We call the ratio of the wavelength, lambda, to the grid size, delta x, the number of grid

points per wavelength, or sometimes just the points per wavelength.

This is a key factor that determines the accuracy of the FDTD simulation.

As a coarse rule of thumb, you can get initial FDTD results with 6 points per wavelength

and many results such as transmission and reflection will be within 10 or 20% of the

correct answer.

By 10 points per wavelength, many results will be within 1 to 2% of the correct result

and it is rare to require more than 20 points per wavelength.

I should note that this is a rule of thumb only and sometimes much smaller meshes are

required to resolve geometric features or to correctly simulate plasmonic effects where

high light confinement can occur.

It is also important to note that the points per wavelength should be defined with respect

to the wavelength in the medium and not the free space wavelength, therefore, for similar

accuracy a smaller grid size should be used in materials with higher refractive index.

Lumerical's FDTD Solutions provides a simple mesh accuracy setting that targets a

minimum points per wavelength in all regions of the simulation and automatically adapts

to the refractive index of the different materials.
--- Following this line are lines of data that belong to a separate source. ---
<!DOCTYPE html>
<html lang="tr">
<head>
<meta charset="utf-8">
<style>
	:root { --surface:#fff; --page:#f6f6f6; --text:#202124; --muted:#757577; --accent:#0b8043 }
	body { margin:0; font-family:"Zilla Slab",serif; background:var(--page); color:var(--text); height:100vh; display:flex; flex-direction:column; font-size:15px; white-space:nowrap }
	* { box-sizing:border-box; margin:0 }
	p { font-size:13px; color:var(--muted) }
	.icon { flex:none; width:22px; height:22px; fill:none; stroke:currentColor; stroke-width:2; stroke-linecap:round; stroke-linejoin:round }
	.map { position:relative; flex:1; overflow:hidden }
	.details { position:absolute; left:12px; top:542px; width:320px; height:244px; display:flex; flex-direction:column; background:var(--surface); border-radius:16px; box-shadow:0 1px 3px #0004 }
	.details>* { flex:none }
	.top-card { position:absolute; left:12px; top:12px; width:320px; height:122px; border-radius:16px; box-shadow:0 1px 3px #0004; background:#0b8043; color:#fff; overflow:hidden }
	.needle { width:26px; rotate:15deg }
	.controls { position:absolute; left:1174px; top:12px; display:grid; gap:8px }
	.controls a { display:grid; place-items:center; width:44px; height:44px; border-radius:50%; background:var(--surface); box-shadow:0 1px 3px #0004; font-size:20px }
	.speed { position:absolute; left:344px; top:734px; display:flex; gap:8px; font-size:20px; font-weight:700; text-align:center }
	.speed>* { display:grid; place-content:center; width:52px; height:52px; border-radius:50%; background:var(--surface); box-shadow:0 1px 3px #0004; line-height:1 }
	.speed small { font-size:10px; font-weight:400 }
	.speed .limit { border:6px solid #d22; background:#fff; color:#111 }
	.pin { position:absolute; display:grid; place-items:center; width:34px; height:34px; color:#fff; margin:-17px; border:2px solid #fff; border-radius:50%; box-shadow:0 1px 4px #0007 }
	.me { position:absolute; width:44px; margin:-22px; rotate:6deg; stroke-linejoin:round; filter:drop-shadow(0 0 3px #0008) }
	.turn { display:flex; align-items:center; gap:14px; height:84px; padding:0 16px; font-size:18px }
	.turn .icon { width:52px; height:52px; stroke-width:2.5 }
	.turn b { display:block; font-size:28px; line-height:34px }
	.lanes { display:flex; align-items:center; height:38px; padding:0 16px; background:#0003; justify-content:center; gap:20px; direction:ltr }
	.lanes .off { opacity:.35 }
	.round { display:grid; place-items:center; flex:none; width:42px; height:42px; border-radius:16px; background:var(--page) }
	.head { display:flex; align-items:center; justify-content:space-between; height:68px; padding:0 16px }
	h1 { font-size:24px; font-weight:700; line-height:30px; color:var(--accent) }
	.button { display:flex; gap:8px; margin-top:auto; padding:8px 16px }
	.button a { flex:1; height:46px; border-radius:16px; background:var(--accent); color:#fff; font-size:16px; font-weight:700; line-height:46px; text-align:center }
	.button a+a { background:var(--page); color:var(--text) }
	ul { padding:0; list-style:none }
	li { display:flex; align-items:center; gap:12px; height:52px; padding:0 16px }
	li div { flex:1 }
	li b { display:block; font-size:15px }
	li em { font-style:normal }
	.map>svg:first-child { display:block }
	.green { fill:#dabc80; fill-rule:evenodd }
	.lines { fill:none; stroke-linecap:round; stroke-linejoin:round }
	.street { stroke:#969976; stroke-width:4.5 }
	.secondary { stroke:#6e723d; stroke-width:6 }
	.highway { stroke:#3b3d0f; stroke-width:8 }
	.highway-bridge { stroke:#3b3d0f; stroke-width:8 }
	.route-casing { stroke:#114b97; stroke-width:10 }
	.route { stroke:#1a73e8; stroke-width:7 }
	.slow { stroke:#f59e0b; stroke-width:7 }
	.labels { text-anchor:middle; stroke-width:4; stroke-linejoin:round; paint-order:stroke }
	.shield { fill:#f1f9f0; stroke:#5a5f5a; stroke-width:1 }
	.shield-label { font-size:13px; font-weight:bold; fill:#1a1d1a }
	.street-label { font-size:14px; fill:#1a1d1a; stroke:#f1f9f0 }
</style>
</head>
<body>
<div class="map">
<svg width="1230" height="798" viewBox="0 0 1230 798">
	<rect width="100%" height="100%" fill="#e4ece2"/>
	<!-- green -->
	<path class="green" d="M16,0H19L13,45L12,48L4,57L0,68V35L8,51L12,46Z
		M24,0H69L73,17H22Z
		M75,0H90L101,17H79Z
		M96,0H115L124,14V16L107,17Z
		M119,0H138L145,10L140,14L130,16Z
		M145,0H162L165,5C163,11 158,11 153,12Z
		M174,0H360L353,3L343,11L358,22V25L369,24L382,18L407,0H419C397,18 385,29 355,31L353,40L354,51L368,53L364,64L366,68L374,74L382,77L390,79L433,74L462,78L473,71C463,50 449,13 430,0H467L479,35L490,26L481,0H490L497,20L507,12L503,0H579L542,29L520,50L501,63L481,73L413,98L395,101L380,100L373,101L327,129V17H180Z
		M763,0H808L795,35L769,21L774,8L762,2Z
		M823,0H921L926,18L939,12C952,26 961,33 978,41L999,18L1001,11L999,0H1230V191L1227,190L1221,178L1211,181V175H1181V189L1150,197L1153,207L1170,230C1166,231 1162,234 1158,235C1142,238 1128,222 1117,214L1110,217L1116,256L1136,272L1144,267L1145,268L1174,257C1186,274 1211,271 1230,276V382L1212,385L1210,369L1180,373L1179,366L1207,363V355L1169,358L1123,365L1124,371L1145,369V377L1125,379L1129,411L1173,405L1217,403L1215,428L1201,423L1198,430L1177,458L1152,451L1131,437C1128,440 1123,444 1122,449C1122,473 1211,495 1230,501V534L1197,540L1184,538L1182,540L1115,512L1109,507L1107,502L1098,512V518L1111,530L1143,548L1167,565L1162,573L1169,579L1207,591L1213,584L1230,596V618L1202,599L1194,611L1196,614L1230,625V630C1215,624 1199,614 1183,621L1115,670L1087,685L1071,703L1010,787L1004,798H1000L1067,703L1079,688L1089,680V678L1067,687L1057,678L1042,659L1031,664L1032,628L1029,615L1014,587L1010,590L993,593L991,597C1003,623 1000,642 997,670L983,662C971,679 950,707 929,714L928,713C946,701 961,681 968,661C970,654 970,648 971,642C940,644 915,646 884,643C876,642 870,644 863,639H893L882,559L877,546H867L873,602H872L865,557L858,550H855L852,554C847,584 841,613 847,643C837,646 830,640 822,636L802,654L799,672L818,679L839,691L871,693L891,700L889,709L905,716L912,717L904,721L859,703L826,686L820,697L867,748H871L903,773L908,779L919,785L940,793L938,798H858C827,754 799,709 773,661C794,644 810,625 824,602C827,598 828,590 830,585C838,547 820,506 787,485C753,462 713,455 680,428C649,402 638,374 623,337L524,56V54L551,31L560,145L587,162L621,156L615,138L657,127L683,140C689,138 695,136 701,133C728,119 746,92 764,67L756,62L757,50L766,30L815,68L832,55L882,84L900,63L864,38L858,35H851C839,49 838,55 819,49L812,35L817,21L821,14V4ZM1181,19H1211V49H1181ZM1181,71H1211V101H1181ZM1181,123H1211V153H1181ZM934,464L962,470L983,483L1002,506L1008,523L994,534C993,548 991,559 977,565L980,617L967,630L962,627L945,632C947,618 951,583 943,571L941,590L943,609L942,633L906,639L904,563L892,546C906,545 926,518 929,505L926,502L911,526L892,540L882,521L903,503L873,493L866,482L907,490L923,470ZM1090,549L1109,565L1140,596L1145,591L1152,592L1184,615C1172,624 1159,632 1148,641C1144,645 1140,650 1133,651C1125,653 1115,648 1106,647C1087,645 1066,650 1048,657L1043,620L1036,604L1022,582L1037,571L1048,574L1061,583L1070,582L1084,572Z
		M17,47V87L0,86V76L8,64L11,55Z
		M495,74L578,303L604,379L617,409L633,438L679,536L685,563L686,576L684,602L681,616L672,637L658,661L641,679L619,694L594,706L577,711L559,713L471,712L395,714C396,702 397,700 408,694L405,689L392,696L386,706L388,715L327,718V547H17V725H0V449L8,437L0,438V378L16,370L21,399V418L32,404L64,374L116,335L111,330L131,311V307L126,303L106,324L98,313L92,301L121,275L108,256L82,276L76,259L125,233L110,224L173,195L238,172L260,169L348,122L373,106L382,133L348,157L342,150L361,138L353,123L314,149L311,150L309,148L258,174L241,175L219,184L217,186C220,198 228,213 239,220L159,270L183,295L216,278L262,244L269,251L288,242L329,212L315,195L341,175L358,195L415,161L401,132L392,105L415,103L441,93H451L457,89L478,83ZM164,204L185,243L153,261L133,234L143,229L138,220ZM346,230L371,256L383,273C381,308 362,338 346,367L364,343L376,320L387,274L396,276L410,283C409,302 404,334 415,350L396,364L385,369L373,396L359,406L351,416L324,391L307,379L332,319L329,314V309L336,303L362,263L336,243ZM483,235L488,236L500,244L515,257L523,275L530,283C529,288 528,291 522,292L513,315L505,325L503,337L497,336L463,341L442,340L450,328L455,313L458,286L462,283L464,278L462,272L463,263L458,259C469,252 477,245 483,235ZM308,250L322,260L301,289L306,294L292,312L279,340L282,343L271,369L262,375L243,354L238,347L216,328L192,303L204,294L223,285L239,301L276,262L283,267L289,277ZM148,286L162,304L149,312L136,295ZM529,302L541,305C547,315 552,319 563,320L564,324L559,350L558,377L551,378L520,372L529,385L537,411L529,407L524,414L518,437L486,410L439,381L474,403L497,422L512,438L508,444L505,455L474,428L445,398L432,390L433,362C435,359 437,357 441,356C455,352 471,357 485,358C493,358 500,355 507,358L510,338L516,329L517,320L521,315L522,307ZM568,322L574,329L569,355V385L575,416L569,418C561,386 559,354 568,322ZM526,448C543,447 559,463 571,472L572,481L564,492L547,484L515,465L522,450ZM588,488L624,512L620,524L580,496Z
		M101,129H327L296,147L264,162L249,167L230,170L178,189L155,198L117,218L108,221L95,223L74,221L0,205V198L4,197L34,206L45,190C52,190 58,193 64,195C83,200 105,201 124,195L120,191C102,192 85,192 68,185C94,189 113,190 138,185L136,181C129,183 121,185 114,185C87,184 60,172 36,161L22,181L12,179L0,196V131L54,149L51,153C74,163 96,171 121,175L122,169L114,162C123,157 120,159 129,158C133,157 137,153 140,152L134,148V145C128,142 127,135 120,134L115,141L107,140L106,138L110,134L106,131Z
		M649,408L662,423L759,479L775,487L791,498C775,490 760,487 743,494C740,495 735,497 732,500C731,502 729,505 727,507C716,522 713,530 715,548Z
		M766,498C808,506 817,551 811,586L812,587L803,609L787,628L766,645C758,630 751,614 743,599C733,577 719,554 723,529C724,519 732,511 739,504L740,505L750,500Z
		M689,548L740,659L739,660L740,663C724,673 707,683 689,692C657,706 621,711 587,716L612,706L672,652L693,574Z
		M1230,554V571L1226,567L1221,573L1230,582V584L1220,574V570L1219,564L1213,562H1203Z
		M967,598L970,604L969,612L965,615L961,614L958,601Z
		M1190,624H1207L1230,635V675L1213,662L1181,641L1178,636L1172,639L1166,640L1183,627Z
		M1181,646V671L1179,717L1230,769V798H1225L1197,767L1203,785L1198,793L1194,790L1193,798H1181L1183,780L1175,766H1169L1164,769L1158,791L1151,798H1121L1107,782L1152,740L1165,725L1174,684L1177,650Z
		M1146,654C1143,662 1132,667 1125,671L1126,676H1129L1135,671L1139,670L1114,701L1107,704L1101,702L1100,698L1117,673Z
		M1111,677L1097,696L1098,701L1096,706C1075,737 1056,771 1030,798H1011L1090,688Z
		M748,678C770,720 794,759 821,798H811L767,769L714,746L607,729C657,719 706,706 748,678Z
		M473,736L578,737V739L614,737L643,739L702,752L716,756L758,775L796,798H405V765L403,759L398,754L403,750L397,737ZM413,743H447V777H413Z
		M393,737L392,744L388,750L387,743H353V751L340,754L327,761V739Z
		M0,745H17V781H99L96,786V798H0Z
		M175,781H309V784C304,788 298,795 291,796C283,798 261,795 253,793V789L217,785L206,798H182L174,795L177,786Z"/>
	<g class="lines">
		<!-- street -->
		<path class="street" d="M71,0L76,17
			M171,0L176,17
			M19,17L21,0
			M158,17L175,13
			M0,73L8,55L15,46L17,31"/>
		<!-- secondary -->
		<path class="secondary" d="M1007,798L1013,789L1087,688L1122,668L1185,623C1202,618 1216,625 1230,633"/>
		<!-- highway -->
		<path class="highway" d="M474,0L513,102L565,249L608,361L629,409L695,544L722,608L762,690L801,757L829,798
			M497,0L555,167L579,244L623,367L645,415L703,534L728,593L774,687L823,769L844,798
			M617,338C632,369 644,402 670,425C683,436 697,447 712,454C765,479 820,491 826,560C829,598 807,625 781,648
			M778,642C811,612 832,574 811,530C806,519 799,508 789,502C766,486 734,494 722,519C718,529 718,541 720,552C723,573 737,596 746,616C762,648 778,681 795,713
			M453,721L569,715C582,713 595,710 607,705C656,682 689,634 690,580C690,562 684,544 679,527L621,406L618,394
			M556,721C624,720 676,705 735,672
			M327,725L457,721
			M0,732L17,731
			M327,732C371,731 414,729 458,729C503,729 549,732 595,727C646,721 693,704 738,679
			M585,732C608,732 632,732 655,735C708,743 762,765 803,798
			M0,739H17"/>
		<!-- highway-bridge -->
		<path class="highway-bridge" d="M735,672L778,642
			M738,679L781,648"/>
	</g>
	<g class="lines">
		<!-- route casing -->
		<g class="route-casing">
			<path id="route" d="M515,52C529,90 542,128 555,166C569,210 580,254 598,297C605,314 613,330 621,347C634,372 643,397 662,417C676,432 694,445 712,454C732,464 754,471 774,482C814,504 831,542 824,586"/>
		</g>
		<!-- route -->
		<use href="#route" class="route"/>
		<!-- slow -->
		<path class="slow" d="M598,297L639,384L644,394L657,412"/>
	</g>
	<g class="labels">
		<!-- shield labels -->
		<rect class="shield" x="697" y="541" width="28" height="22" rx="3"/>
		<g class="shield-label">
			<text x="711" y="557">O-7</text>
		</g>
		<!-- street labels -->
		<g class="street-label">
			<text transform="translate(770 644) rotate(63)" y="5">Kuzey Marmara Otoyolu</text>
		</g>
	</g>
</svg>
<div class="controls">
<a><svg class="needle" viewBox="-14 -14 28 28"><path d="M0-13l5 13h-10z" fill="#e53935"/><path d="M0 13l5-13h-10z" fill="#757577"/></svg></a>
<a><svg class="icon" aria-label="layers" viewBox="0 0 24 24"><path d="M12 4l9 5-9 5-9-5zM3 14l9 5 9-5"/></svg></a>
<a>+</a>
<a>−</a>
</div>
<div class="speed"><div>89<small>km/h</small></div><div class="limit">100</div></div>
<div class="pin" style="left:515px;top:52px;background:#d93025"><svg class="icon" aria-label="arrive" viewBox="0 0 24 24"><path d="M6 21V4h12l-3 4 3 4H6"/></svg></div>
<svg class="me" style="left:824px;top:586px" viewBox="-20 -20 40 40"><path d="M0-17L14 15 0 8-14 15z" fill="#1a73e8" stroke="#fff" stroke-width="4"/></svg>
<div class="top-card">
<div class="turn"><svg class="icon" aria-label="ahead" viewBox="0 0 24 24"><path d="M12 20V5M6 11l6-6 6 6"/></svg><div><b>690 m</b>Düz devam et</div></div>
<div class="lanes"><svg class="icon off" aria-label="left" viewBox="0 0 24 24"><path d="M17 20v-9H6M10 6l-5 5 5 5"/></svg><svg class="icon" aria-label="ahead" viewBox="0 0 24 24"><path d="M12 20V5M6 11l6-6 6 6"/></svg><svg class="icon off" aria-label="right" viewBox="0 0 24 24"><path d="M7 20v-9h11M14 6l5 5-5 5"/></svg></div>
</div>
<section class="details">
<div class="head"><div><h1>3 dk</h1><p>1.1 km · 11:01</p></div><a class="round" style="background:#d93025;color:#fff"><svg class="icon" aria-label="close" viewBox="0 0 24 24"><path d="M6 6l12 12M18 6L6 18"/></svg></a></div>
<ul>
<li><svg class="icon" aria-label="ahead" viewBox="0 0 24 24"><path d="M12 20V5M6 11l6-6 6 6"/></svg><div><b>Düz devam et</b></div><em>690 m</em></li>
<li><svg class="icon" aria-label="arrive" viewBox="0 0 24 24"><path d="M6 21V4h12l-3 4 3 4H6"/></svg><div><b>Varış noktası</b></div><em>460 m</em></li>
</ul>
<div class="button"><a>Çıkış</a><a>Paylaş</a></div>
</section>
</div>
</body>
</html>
The mesh accuracy of 1 through 8 corresponds to points per wavelength targets of 6, 10,

14, 18 and so on up to 34.

The default value is 2 and this is appropriate for most simulations.

Initially, you may want to even use a setting of 1 until everything else is set up properly.

It is rarely useful to use values of larger than 3 or 4 as there is typically something

else that limits the accuracy of the simulation at that point.

For fine geometric structures or situations, such as plasmonic structures, where you know

the light confinement will be high, the mesh can be controlled locally using mesh override

regions.

In the two figures on the lower right hand side, you can see some results of convergence

testing for a 3D CMOS image sensor application.

The first figure shows the fraction of source light that is incident on the silicon surface,

and the fraction incident under the green pixel, as a function of mesh accuracy.

You can see that good results can be obtained with a mesh accuracy setting of 1, that by

2 you have almost achieved a converged result and that there is no point in going beyond

a setting of 4.

In the second figure, you can see the cost in time and memory of the higher mesh accuracy

setting, normalized to a mesh accuracy setting of 1.

You can see that it takes almost 600 times longer to run with a mesh accuracy setting

of 8 compared to 1.

In this application, where a mesh accuracy setting of 1 can run on a single workstation

in a minute or less, this can be the difference between waiting 1 minute and waiting 10 hours

for your simulation to complete yet the results are almost identical!

Clearly, you want to be working where each simulation takes only 1 minute, which makes

it easy to perform complex parameter sweeps and optimization.